Task objective:
From the records below, copy each line in which the string "header" occurs.

The input:
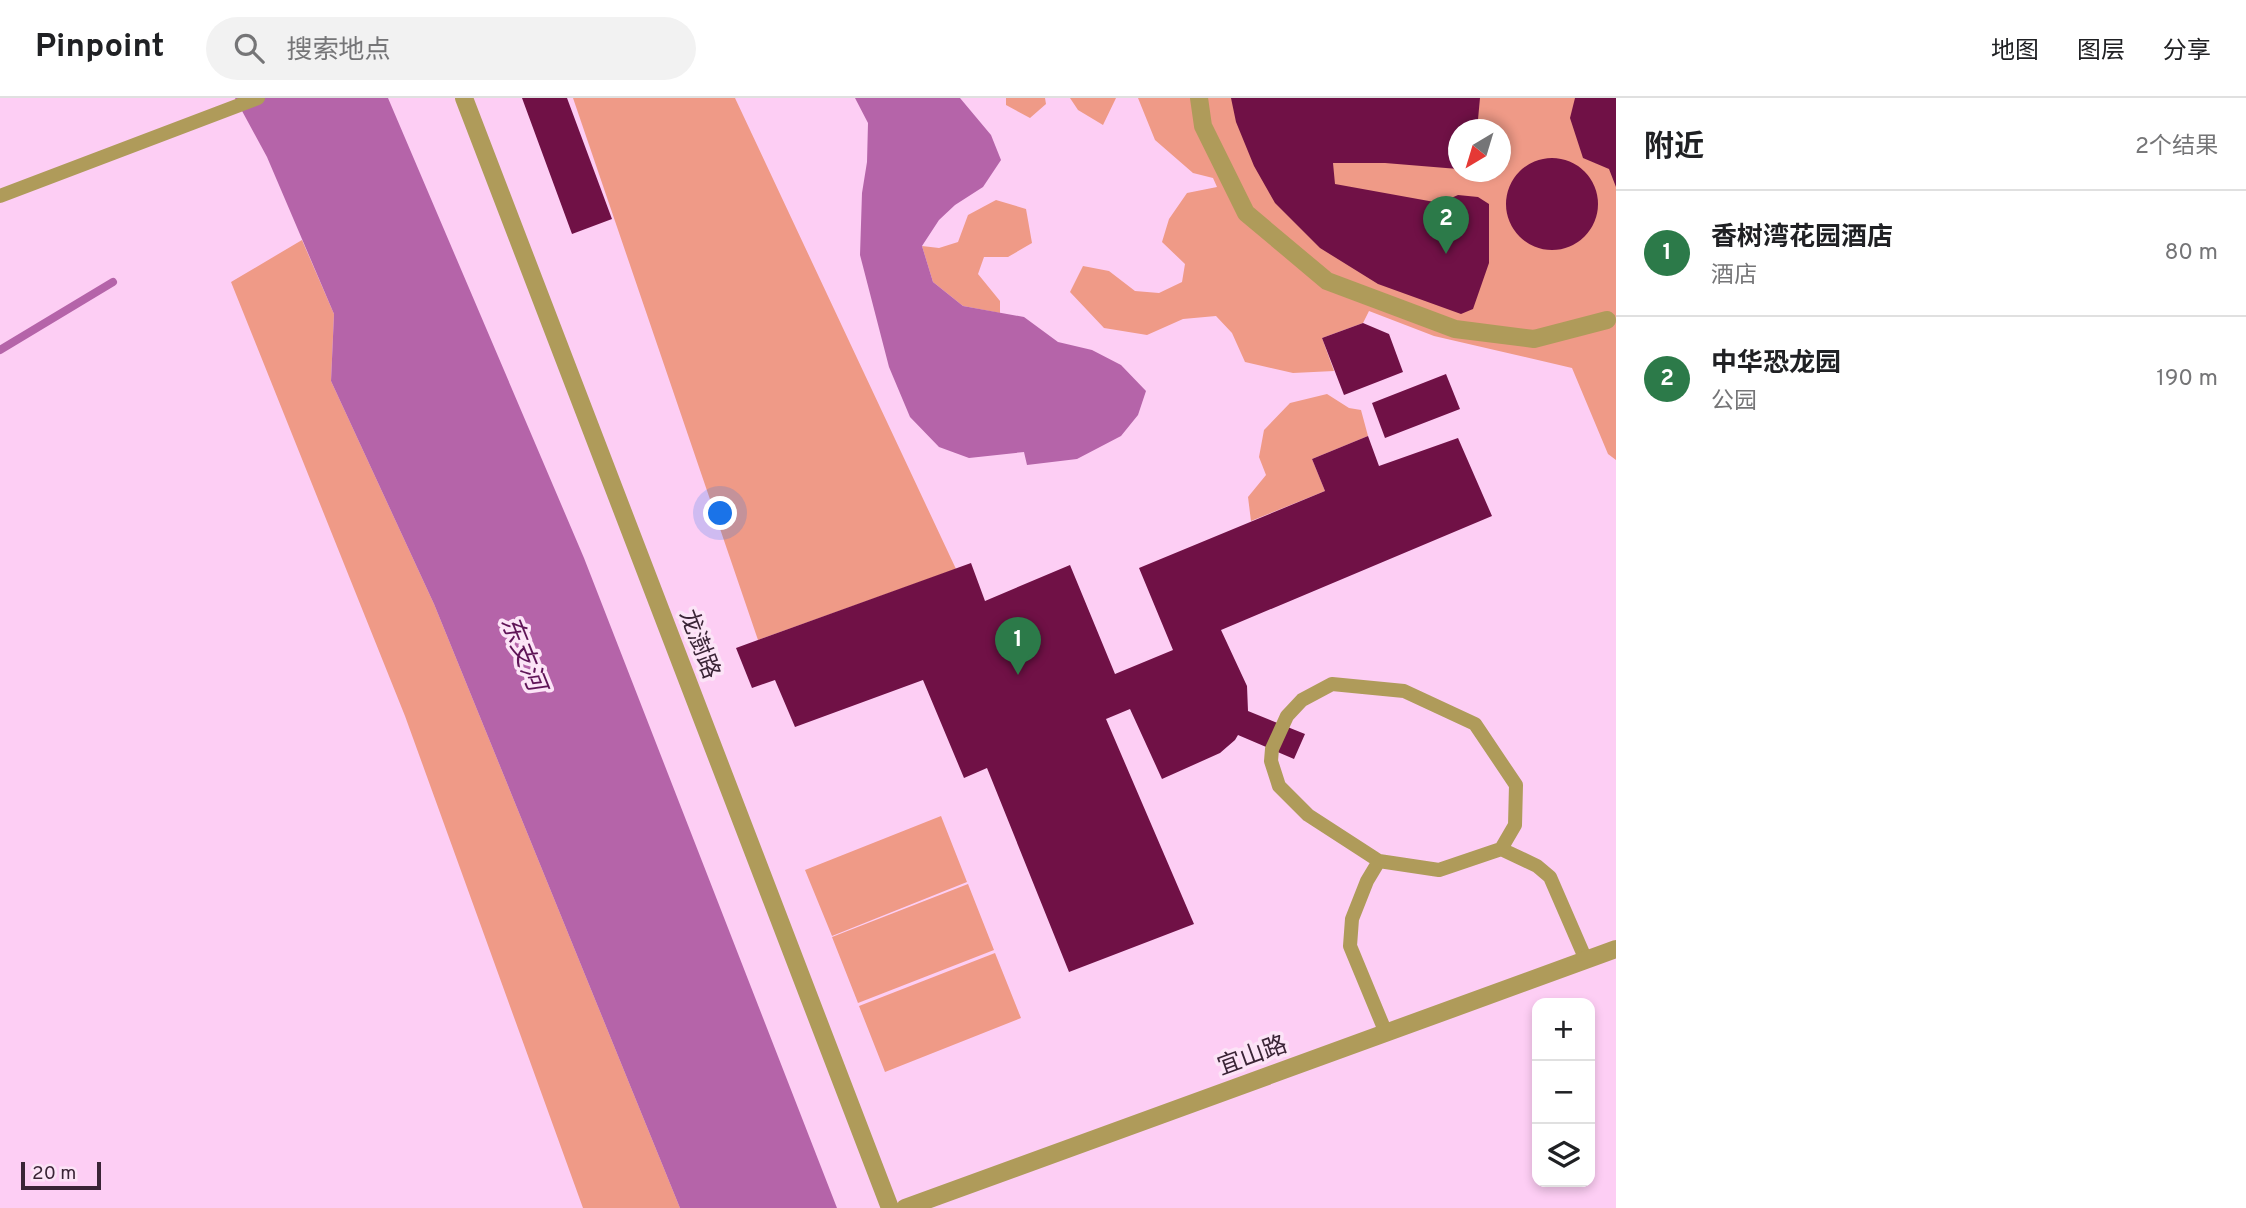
<!DOCTYPE html>
<html lang="zh">
<meta charset="utf-8">
<style>
body{margin:0;font-family:Overpass,"Noto Sans SC",sans-serif;background:#f2f2f2;color:#202124}
.controls{position:absolute;right:21px;bottom:21px;display:grid;overflow:hidden;border-radius:14px;box-shadow:0 4px 10px #0003}
.controls button{width:63px;height:63px;display:grid;place-items:center;padding:0;border:0;border-bottom:2px solid #e0e0e0;background:#fff;color:#202124;font:35px sans-serif}
.compass{position:absolute;left:1448px;top:21px;width:63px;height:63px;border-radius:50%;background:#fff;box-shadow:0 4px 10px #0003;rotate:218deg}
.scale{position:absolute;left:21px;bottom:18px;width:80px;box-sizing:border-box;padding-left:7px;border:4px solid #3a2436;border-top:0;font-size:19px;line-height:24px;white-space:nowrap;color:#3a2436;-webkit-text-stroke:5px #fce4f7;paint-order:stroke}
.you{position:absolute;left:721px;top:416px;width:24px;height:24px;margin:-18px;border:5px solid #fff;border-radius:50%;background:#1a73e8;box-shadow:0 0 0 10px #1a73e833}
.badge{display:grid;place-items:center;width:46px;height:46px;border-radius:50%;background:#2c7a49;color:#fff;font-size:23px;font-weight:700}
.pin{position:absolute;translate:-50% -58px;filter:drop-shadow(0 2px 4px #0008)}
.pin::after{content:'';position:absolute;top:37px;width:24px;height:21px;background:inherit;clip-path:polygon(0 0,100% 0,50% 100%)}
.list{margin:0;padding:0;list-style:none}
h2{display:flex;justify-content:space-between;align-items:center;height:91px;margin:0;padding:0 28px;font-size:30px}
h2 small{font-size:23px;font-weight:400;color:#757577}
.list li{display:grid;grid-template-columns:46px 1fr auto;gap:21px;align-items:center;box-sizing:border-box;height:126px;padding:0 28px;border-top:2px solid #e0e0e0}
.list b{display:block;font-size:26px;white-space:nowrap}
.list p{margin:0;font-size:23px;white-space:nowrap;color:#757577}
.list em{font-size:23px;font-style:normal;color:#757577}
.icon{flex:none;width:38px;height:38px;fill:none;stroke:currentColor;stroke-width:2;stroke-linecap:round;stroke-linejoin:round}
.map{position:relative;flex:none;width:1616px;height:1110px;overflow:hidden}
header{display:flex;align-items:center;gap:42px;box-sizing:border-box;height:98px;padding:0 35px;background:#fff;border-bottom:2px solid #e0e0e0}
header strong{font-size:33px}
nav{display:flex;gap:38px;margin-inline-start:auto;font-size:24px}
.search{width:490px;height:63px;background:#f2f2f2;display:flex;align-items:center;gap:18px;box-sizing:border-box;padding:0 24px;border-radius:38px;color:#757577;font-size:26px}
main{display:flex}
aside{flex:1;background:#fff}
.map>svg:first-child{display:block}
.green{fill:#ef9a87;fill-rule:evenodd}
.water{fill:#b564a9}
.lines{fill:none;stroke-linecap:round;stroke-linejoin:round}
.stream{stroke:#b564a9;stroke-width:8}
.building{fill:#701146}
.lane{stroke:#af9b5a;stroke-width:14}
.street{stroke:#af9b5a;stroke-width:18}
.labels{text-anchor:middle;stroke-width:7;stroke-linejoin:round;paint-order:stroke}
.street-label{font-size:24px;fill:#3a2436;stroke:#fce4f7}
.water-label{font-size:26px;font-style:italic;fill:#5f1457;stroke:#fce4f7}
</style>
<header>
<strong>Pinpoint</strong>
<div class="search"><svg class="icon" aria-label="search" viewBox="0 0 24 24"><circle cx="10" cy="10" r="6"/><path d="M15 15l6 6"/></svg>搜索地点</div>
<nav><a>地图</a><a>图层</a><a>分享</a></nav>
</header>
<main>
<div class="map">
<svg width="1616" height="1110" viewBox="0 0 1616 1110">
<rect width="100%" height="100%" fill="#fdcef4"/>
<path class="green" d="M 573,0 L 735,0 L 956,471 L 758,542 Z
M 1006,0 L 1045,0 L 1046,6 L 1030,20 L 1006,7 Z
M 1070,0 L 1116,0 L 1103,27 L 1078,12 Z
M 1138,0 L 1616,0 L 1616,362 L 1608,356 L 1572,270 L 1434,238 L 1369,213 L 1363,225 L 1322,240 L 1334,273 L 1293,275 L 1245,264 L 1232,235 L 1216,218 L 1183,221 L 1147,237 L 1104,230 L 1070,194 L 1083,168 L 1109,173 L 1135,193 L 1159,195 L 1182,184 L 1185,166 L 1162,144 L 1169,121 L 1187,95 L 1217,89 L 1213,80 L 1193,75 L 1155,42 ZM 1458,32 L 1500,32 L 1500,74 L 1458,74 Z
M 996,102 L 1026,111 L 1032,145 L 1008,159 L 984,159 L 978,176 L 1000,203 L 1000,215 L 963,208 L 933,184 L 922,148 L 939,150 L 958,144 L 968,117 Z
M 302,142 L 334,216 L 331,283 L 434,506 L 680,1110 L 583,1110 L 405,618 L 231,184 Z
M 1327,296 L 1349,310 L 1361,312 L 1368,338 L 1312,361 L 1325,393 L 1251,423 L 1248,399 L 1266,377 L 1259,359 L 1264,332 L 1290,305 Z
M 941,718 L 967,784 L 832,838 L 805,772 Z
M 968,786 L 994,852 L 858,905 L 832,839 Z
M 995,855 L 1021,920 L 885,974 L 859,908 Z"/>
<path class="water" d="M 235,0 L 388,0 L 584,460 L 837,1110 L 680,1110 L 434,506 L 331,283 L 334,216 L 267,59 Z
M 855,0 L 960,0 L 991,37 L 1001,62 L 983,89 L 955,107 L 939,122 L 922,148 L 933,184 L 963,208 L 1024,219 L 1058,244 L 1092,252 L 1121,267 L 1146,293 L 1138,317 L 1121,338 L 1077,361 L 1027,367 L 1024,354 L 969,360 L 939,349 L 910,319 L 889,269 L 860,157 L 862,95 L 867,64 L 868,25 Z"/>
<g class="lines">
<path class="stream" d="M 0,252 L 113,184"/>
</g>
<path class="building" d="M 522,0 L 567,0 L 612,121 L 572,136 Z
M 1231,0 L 1480,0 L 1477,32 L 1458,32 L 1458,71 L 1385,65 L 1333,65 L 1335,86 L 1440,105 L 1458,97 L 1478,99 L 1489,106 L 1489,165 L 1473,211 L 1461,216 L 1378,186 L 1320,150 L 1275,105 L 1254,68 L 1236,24 Z
M 1575,0 L 1616,0 L 1616,89 L 1609,71 L 1583,60 L 1570,20 Z
M1506 106a46 46 0 1 1 92 0a46 46 0 1 1-92 0Z
M 1363,225 L 1389,236 L 1403,274 L 1344,297 L 1322,240 Z
M 1446,276 L 1460,311 L 1385,340 L 1372,305 Z
M 1368,338 L 1379,368 L 1458,340 L 1492,418 L 1221,532 L 1247,588 L 1248,613 L 1305,636 L 1294,661 L 1238,637 L 1235,642 L 1220,655 L 1162,681 L 1130,611 L 1106,621 L 1194,826 L 1069,874 L 987,670 L 964,680 L 923,582 L 795,629 L 775,582 L 752,590 L 736,550 L 971,465 L 985,503 L 1070,467 L 1115,576 L 1173,552 L 1139,470 L 1325,393 L 1312,361 Z"/>
<g class="lines">
<path class="lane" d="M 0,98 L 258,0
M 1332,586 L 1404,593 L 1475,626 L 1516,687 L 1515,727 L 1501,751 L 1439,772 L 1379,763 L 1308,717 L 1279,688 L 1271,663 L 1272,651 L 1287,618 L 1302,602 Z
M 1501,751 L 1537,768 L 1550,779 L 1586,862
M 1379,763 L 1367,783 L 1352,821 L 1350,848 L 1386,935"/>
<path class="street" d="M 464,0 L 890,1110
M 1199,0 L 1203,28 L 1246,115 L 1327,183 L 1455,231 L 1534,241 L 1607,222
M 905,1110 L 1616,851"/>
</g>
<g class="labels">
<g class="street-label">
<text transform="translate(700 546) rotate(69)" y="8">龙澍路</text>
<text transform="translate(1252 957) rotate(-20)" y="8">宜山路</text>
</g>
<g class="water-label">
<text transform="translate(524 555) rotate(68)" y="9">东支河</text>
</g>
</g>
</svg>
<div class="controls">
<button>+</button>
<button>−</button>
<button><svg class="icon" aria-label="layers" viewBox="0 0 24 24"><path d="M12 4l9 5-9 5-9-5zM3 14l9 5 9-5"/></svg></button>
</div>
<svg class="compass" viewBox="-18 -18 36 36"><path d="M0-13l5 13h-10z" fill="#e53935"/><path d="M0 13l5-13h-10z" fill="#757577"/></svg>
<div class="scale">20 m</div>
<div class="you"></div>
<div class="pin badge" style="left:1018px;top:577px">1</div>
<div class="pin badge" style="left:1446px;top:156px">2</div>
</div>
<aside>
<h2>附近<small>2个结果</small></h2>
<ul class="list">
<li><span class="badge">1</span><div><b>香树湾花园酒店</b><p>酒店</p></div><em>80 m</em></li>
<li><span class="badge">2</span><div><b>中华恐龙园</b><p>公园</p></div><em>190 m</em></li>
</ul>
</aside>
</main>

Result:
header{display:flex;align-items:center;gap:42px;box-sizing:border-box;height:98px;padding:0 35px;background:#fff;border-bottom:2px solid #e0e0e0}
header strong{font-size:33px}
<header>
</header>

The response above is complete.